Task details -
Return, verbatim and in full, the records that follow, but not their pictures.

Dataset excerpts

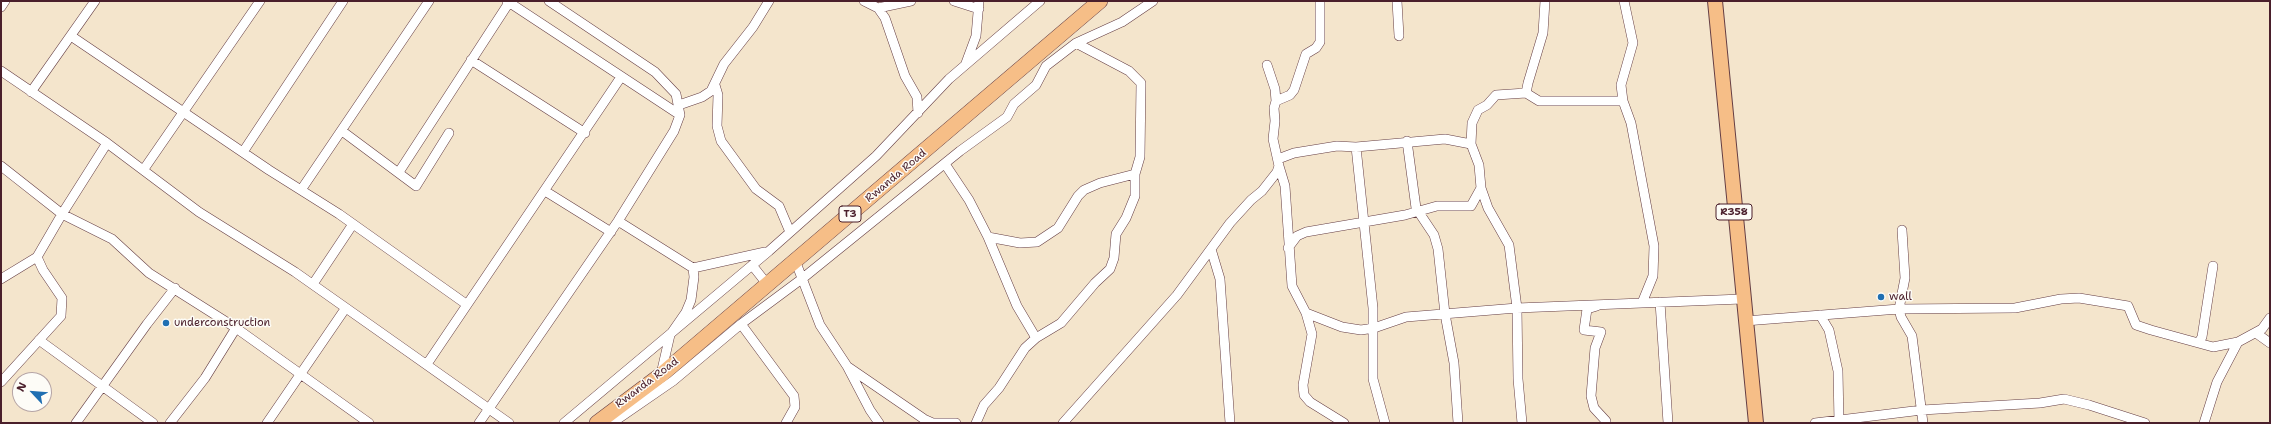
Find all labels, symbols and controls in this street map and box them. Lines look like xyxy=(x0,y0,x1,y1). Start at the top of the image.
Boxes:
street label: Rwanda Road xyxy=(863,147,929,205)
road number: R358 xyxy=(1716,204,1752,220)
road number: T3 xyxy=(839,206,861,222)
place label: wall xyxy=(1889,290,1912,304)
marker: wall xyxy=(1876,292,1886,302)
place label: underconstruction xyxy=(174,316,270,330)
marker: underconstruction xyxy=(161,318,171,328)
street label: Rwanda Road xyxy=(613,355,681,411)
north arrow xyxy=(12,372,52,412)
text: N xyxy=(13,380,30,394)

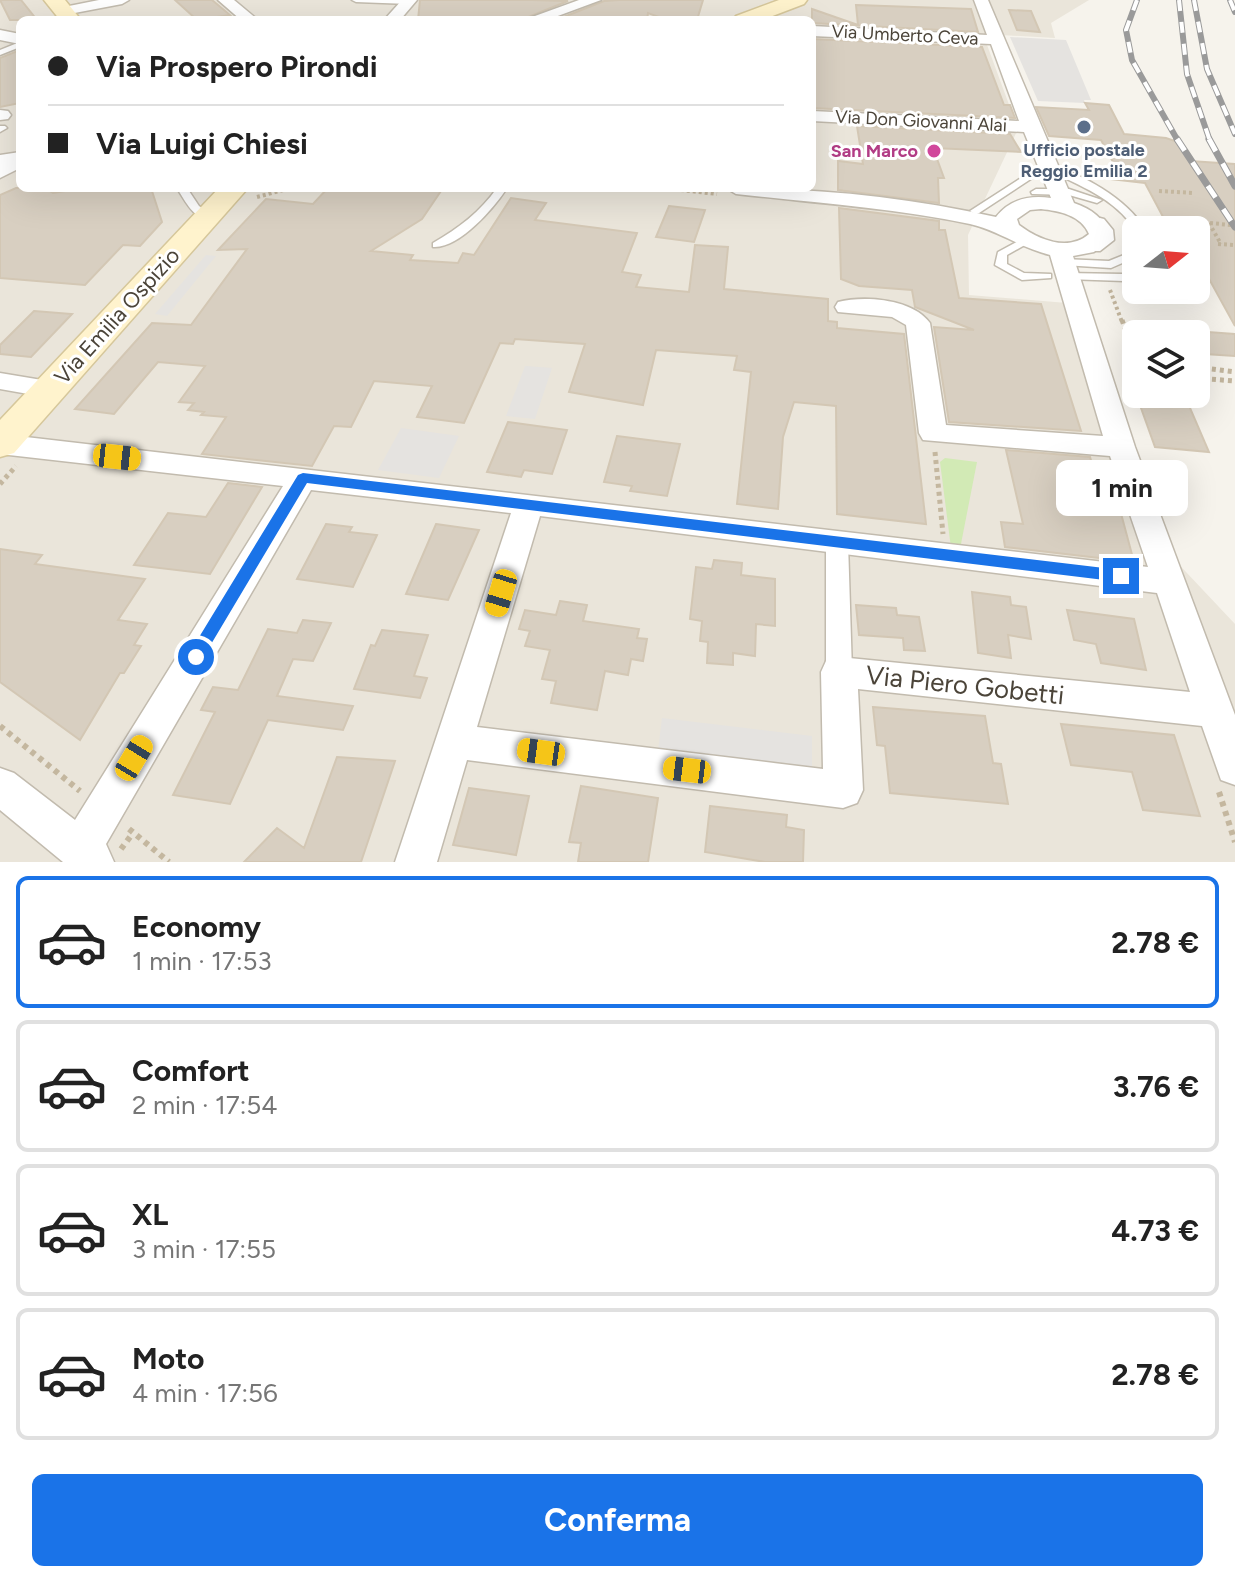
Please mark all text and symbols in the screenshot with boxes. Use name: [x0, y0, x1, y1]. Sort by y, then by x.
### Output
street label: Via Umberto Ceva: [831, 20, 979, 50]
text: Via Prospero Pirondi: [96, 48, 378, 85]
street label: Via Don Giovanni Alai: [834, 106, 1008, 136]
marker: Ufficio postale Reggio Emilia 2: [1075, 118, 1093, 136]
text: Via Luigi Chiesi: [96, 125, 308, 162]
place label: Ufficio postale Reggio Emilia 2: [1020, 139, 1148, 182]
place label: San Marco: [831, 140, 918, 162]
marker: San Marco: [925, 142, 943, 160]
north arrow: [1122, 216, 1210, 304]
map controls: [1122, 216, 1210, 408]
street label: Via Emilia Ospizio: [49, 242, 185, 390]
button: layers: [1122, 320, 1210, 408]
car: [92, 443, 142, 471]
callout: 1 min: [1055, 460, 1187, 516]
text: 1 min: [1091, 472, 1153, 504]
route end: [1103, 558, 1139, 594]
car: [483, 567, 519, 619]
route start: [178, 639, 214, 675]
street label: Via Piero Gobetti: [864, 659, 1066, 711]
car: [111, 731, 157, 785]
car: [516, 737, 566, 767]
car: [662, 755, 712, 785]
icon: car: [36, 906, 108, 978]
text: Economy: [132, 908, 261, 945]
text: 2.78 €: [1111, 924, 1199, 961]
text: 1 min · 17:53: [132, 945, 272, 977]
icon: car: [36, 1050, 108, 1122]
text: Comfort: [132, 1052, 250, 1089]
text: 3.76 €: [1113, 1068, 1199, 1105]
text: 2 min · 17:54: [132, 1089, 277, 1121]
icon: car: [36, 1194, 108, 1266]
text: XL: [132, 1196, 168, 1233]
text: 4.73 €: [1111, 1212, 1199, 1249]
text: 3 min · 17:55: [132, 1233, 276, 1265]
icon: car: [36, 1338, 108, 1410]
text: Moto: [132, 1340, 204, 1377]
text: 2.78 €: [1111, 1356, 1199, 1393]
text: 4 min · 17:56: [132, 1377, 278, 1409]
button: Conferma: [32, 1474, 1203, 1566]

Task answer -
Find all labels, symbols and controls in this street map and box them. Lines look like xyxy=(x0,y0,x1,y1). Start at the top of the image.
Boxes:
street label: Rwanda Road xyxy=(863,147,929,205)
road number: R358 xyxy=(1716,204,1752,220)
road number: T3 xyxy=(839,206,861,222)
place label: wall xyxy=(1889,290,1912,304)
marker: wall xyxy=(1876,292,1886,302)
place label: underconstruction xyxy=(174,316,270,330)
marker: underconstruction xyxy=(161,318,171,328)
street label: Rwanda Road xyxy=(613,355,681,411)
north arrow xyxy=(12,372,52,412)
text: N xyxy=(13,380,30,394)

Please mark all text and symbols in the screenshot with boxes. Use name: [x0, y0, x1, y1]. Sort by y, then by x.
### Output
street label: Via Umberto Ceva: [831, 20, 979, 50]
text: Via Prospero Pirondi: [96, 48, 378, 85]
street label: Via Don Giovanni Alai: [834, 106, 1008, 136]
marker: Ufficio postale Reggio Emilia 2: [1075, 118, 1093, 136]
text: Via Luigi Chiesi: [96, 125, 308, 162]
place label: Ufficio postale Reggio Emilia 2: [1020, 139, 1148, 182]
place label: San Marco: [831, 140, 918, 162]
marker: San Marco: [925, 142, 943, 160]
north arrow: [1122, 216, 1210, 304]
map controls: [1122, 216, 1210, 408]
street label: Via Emilia Ospizio: [49, 242, 185, 390]
button: layers: [1122, 320, 1210, 408]
car: [92, 443, 142, 471]
callout: 1 min: [1055, 460, 1187, 516]
text: 1 min: [1091, 472, 1153, 504]
route end: [1103, 558, 1139, 594]
car: [483, 567, 519, 619]
route start: [178, 639, 214, 675]
street label: Via Piero Gobetti: [864, 659, 1066, 711]
car: [111, 731, 157, 785]
car: [516, 737, 566, 767]
car: [662, 755, 712, 785]
icon: car: [36, 906, 108, 978]
text: Economy: [132, 908, 261, 945]
text: 2.78 €: [1111, 924, 1199, 961]
text: 1 min · 17:53: [132, 945, 272, 977]
icon: car: [36, 1050, 108, 1122]
text: Comfort: [132, 1052, 250, 1089]
text: 3.76 €: [1113, 1068, 1199, 1105]
text: 2 min · 17:54: [132, 1089, 277, 1121]
icon: car: [36, 1194, 108, 1266]
text: XL: [132, 1196, 168, 1233]
text: 4.73 €: [1111, 1212, 1199, 1249]
text: 3 min · 17:55: [132, 1233, 276, 1265]
icon: car: [36, 1338, 108, 1410]
text: Moto: [132, 1340, 204, 1377]
text: 2.78 €: [1111, 1356, 1199, 1393]
text: 4 min · 17:56: [132, 1377, 278, 1409]
button: Conferma: [32, 1474, 1203, 1566]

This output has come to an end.